(Dataset excerpts)
# # # # # # #

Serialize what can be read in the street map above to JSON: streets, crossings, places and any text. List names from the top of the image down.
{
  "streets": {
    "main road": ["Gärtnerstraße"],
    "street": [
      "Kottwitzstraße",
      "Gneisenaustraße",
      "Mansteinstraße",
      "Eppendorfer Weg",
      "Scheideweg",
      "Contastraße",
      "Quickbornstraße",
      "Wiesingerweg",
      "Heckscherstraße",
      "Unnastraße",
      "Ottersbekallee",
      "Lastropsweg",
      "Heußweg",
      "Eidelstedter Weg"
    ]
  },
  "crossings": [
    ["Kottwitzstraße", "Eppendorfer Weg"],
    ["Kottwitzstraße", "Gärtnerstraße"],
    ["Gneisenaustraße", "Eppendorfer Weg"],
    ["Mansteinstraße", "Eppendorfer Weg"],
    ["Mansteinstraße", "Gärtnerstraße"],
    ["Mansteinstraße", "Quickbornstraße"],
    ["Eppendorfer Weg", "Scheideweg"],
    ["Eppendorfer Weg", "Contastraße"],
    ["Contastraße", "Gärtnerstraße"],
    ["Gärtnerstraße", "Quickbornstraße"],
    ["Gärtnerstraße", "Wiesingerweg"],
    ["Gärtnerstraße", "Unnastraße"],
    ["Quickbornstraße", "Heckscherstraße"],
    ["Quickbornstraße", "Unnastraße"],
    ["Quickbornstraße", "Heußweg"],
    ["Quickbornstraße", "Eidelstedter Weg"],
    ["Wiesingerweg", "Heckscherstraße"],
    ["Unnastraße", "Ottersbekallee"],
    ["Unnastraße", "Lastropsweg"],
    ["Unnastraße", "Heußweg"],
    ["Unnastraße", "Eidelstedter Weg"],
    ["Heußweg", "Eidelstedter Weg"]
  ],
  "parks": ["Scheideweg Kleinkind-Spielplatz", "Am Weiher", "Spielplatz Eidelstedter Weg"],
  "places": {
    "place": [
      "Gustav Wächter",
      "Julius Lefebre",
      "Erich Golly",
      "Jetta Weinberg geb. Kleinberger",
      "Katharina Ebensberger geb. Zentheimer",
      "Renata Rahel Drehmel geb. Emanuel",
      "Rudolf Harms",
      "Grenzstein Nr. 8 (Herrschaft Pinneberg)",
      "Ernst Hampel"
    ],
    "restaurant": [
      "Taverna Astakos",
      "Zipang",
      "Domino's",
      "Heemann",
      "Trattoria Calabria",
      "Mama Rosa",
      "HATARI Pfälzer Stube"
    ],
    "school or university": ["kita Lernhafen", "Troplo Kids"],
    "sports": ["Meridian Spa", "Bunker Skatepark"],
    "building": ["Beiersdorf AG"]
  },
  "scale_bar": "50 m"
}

# # # # # # #

__What you are asked to do__.
Scan the lines above for the word "Contastraße". Return each one that has it.

__Written response__.
      "Contastraße",
    ["Eppendorfer Weg", "Contastraße"],
    ["Contastraße", "Gärtnerstraße"],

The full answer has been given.